Der Trend erfasste auch die kleineren Städte, wie eine Auswertung der Zeitung «Der Sonntag» zeigt: In den letzten Jahren kippten Neuenburg, Freiburg, Zug und vor einer Woche auch Chur nach links. Damit haben heute 17 der 25 grössten Schweizer Städte eine rotgrüne Regierung. Der Siegeszug der Sozialdemokraten und Grünen hat mehrere Gründe. Zum einen ist es rotgrün gelungen, die Städte wieder attraktiv zu machen.

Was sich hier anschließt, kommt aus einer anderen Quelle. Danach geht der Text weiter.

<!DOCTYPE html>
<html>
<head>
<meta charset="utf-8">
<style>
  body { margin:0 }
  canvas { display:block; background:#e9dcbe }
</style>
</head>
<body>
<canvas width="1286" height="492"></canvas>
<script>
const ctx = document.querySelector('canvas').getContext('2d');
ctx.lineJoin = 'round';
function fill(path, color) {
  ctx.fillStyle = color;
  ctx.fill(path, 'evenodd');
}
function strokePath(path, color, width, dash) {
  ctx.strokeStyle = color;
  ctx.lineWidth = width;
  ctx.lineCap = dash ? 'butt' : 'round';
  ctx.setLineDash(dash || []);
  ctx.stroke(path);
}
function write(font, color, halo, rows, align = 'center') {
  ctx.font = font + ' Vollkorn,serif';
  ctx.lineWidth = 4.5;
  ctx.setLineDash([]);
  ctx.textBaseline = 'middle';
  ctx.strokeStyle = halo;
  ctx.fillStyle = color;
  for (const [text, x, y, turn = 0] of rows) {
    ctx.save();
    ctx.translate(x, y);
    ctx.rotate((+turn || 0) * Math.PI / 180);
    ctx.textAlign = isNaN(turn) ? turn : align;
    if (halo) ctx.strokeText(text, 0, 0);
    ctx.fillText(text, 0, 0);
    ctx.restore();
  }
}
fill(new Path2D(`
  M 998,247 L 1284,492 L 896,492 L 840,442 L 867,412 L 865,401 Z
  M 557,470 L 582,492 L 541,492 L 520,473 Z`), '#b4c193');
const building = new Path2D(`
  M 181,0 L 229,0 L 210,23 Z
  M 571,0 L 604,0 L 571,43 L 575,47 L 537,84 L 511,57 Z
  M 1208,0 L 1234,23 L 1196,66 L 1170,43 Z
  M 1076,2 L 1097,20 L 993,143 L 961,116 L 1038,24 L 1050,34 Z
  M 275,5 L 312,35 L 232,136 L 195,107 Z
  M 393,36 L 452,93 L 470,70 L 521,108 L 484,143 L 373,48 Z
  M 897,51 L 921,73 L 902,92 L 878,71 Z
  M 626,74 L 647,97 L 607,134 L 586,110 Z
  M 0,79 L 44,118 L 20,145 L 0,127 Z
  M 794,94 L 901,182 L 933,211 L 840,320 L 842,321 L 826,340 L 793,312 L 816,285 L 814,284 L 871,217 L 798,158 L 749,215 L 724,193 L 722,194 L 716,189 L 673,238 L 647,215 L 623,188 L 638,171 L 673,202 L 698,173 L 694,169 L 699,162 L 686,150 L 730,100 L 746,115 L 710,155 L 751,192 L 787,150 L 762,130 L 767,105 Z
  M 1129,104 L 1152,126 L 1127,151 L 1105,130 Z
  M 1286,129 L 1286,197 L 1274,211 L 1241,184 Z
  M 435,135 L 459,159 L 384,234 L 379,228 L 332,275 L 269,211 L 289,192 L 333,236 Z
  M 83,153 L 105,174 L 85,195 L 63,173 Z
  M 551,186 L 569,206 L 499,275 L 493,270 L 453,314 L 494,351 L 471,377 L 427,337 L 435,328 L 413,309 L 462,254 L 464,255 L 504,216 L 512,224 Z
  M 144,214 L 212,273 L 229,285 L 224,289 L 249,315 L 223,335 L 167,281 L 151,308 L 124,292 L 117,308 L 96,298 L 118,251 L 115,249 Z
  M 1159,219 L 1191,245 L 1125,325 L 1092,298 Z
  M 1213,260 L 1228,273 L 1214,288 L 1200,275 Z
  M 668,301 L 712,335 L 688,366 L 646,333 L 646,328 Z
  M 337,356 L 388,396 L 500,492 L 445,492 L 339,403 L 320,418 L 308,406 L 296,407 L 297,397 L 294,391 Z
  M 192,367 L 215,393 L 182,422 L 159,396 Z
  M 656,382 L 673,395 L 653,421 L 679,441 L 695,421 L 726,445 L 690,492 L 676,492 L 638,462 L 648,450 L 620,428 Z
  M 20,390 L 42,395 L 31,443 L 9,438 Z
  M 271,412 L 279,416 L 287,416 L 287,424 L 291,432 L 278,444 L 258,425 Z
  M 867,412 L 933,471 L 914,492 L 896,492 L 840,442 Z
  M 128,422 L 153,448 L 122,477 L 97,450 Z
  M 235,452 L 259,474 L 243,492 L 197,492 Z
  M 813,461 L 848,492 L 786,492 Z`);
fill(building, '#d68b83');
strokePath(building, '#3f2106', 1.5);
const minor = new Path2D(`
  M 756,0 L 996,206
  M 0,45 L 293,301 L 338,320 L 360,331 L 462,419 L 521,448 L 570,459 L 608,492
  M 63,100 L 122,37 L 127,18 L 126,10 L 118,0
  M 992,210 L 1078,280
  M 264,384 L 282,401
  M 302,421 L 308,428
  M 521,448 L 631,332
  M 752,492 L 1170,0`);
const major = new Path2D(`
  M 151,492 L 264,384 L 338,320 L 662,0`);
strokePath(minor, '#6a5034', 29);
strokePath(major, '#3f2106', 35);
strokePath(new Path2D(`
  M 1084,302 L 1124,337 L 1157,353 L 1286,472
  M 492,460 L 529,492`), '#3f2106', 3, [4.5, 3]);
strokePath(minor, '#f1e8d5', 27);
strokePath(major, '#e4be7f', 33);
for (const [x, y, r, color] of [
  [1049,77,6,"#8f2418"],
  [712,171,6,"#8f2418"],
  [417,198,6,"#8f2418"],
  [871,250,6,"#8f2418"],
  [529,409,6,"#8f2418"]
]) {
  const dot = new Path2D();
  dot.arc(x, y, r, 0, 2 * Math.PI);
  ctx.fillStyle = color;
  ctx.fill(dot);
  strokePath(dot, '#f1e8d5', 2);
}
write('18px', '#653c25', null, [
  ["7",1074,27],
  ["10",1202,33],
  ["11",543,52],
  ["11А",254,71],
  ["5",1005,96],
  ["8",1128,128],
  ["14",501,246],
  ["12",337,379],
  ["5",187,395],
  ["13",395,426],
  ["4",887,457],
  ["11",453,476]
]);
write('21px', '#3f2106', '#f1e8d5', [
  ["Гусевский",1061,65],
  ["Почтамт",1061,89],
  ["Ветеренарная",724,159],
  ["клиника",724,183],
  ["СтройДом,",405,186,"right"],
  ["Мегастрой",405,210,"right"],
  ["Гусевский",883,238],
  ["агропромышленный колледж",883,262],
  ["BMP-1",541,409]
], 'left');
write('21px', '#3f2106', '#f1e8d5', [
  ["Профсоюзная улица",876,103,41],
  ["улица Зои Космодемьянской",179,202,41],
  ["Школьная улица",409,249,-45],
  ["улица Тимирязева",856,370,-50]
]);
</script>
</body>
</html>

Ausgewogenes Programm für eine Städtepolitik

Zum anderen profitiert das linke Lager auch vom Unvermögen der Bürgerlichen, ein ausgewogenes Programm für eine Städtepolitik zu formulieren. Sie konzentrieren sich heute noch immer stark auf ihr Kernthema: Steuern senken. «Bürgerliche politisieren in den Städten oft viel zu eindimensional», sagt Kurt Fluri, der freisinnige Stadtpräsident von Solothurn. Die Bedürfnisse der Städter liessen sich aber nicht auf die Steuerpolitik reduzieren. «Die Leute kommen trotz höherem Steuersatz zurück in die Stadt, weil sie näher bei den Schulen oder den Kulturinstitutionen sein wollen», sagt Fluri. „Und weil sie nicht unbedingt ein oder zwei Autos in der Garage brauchen.»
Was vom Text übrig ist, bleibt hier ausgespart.